__Task data__:

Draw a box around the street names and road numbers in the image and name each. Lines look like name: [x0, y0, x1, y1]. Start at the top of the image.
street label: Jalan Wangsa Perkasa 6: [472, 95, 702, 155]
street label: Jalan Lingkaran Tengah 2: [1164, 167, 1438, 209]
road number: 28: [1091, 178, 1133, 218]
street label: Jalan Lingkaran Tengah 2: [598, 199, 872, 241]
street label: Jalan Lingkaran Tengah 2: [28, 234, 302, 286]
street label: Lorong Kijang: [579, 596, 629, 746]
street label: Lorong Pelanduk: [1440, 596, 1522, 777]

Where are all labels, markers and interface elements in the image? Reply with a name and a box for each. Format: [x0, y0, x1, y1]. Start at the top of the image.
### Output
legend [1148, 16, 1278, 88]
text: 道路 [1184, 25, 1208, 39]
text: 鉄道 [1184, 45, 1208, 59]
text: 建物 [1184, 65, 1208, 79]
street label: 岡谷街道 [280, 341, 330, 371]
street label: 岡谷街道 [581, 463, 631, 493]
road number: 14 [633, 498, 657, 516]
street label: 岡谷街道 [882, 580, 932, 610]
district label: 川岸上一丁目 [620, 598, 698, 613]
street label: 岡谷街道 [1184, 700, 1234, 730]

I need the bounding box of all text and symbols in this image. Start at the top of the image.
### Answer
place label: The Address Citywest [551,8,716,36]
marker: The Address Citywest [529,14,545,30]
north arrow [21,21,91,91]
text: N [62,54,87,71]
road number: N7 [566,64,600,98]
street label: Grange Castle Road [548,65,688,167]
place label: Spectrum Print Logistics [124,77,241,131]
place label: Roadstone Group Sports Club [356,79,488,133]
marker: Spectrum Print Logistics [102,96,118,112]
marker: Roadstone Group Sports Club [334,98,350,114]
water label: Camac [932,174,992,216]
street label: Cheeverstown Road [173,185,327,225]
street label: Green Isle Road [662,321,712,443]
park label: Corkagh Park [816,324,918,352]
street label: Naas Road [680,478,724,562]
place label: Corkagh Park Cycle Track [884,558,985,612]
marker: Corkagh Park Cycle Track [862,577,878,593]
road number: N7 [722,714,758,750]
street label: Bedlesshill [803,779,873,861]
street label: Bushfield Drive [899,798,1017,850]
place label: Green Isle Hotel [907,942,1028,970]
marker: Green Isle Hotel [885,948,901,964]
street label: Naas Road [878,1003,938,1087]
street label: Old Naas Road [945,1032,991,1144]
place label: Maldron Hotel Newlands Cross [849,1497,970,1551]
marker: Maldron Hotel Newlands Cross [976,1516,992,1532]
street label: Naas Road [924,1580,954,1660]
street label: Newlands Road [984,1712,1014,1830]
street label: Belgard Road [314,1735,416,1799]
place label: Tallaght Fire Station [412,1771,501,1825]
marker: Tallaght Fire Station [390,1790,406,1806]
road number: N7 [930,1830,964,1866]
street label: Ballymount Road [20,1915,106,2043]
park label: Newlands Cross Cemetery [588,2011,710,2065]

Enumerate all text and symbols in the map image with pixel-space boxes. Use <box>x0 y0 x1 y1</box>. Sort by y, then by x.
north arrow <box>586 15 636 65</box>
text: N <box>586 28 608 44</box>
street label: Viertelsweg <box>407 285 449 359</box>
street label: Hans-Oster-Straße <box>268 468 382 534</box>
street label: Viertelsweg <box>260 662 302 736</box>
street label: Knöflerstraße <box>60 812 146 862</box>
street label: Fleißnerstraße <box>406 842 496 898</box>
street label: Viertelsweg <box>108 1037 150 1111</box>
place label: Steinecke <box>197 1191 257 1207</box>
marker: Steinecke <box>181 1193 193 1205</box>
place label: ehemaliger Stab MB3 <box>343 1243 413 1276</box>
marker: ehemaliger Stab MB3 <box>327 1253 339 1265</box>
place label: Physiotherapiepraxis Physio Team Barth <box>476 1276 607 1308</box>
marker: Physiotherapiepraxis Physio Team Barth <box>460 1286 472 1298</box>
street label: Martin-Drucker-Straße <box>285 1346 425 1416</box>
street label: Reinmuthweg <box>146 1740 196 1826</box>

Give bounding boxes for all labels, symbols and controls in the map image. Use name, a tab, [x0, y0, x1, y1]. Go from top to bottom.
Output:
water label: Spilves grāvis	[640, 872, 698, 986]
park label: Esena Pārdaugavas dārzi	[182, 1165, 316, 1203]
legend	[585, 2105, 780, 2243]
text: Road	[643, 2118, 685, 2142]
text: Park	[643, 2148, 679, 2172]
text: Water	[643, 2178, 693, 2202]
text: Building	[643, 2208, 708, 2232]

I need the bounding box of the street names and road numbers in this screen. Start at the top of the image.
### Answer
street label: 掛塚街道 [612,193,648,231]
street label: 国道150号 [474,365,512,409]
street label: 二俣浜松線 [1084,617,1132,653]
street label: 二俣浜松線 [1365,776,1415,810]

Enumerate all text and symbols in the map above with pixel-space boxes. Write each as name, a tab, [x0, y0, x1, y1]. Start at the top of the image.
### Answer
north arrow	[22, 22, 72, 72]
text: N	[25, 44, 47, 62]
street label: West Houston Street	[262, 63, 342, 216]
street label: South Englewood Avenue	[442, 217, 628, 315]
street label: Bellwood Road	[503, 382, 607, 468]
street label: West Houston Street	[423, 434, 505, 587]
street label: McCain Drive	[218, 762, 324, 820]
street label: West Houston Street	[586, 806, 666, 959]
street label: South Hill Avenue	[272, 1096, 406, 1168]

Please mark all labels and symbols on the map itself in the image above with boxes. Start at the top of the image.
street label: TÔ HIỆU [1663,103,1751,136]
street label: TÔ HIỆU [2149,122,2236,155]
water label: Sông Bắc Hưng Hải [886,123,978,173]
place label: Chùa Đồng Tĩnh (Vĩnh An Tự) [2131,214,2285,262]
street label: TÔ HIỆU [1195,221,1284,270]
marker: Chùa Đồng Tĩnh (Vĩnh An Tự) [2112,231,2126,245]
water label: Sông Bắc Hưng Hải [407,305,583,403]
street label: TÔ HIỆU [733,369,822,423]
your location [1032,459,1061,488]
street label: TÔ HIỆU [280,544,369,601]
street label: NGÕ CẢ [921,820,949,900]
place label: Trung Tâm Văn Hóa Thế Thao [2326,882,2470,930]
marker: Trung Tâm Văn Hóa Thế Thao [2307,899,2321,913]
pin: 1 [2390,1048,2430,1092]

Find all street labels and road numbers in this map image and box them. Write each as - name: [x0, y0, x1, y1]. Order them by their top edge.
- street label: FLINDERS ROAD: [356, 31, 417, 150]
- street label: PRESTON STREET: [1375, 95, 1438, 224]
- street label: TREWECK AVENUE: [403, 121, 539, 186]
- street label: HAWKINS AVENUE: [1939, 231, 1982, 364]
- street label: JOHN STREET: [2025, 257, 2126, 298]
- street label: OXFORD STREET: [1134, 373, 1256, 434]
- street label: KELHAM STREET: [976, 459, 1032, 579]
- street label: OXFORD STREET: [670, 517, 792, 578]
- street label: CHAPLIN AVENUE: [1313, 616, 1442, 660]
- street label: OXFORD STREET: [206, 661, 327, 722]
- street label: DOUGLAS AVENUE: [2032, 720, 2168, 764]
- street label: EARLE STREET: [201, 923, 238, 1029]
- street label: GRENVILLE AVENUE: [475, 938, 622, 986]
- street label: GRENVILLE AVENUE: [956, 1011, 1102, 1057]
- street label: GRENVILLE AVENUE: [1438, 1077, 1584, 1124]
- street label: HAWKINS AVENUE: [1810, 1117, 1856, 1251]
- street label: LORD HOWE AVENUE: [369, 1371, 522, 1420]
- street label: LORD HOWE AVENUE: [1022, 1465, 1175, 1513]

__Exercise goal__: Some lines in the records above contain "bounding". Count them and give the number only.

__Answer area__: 3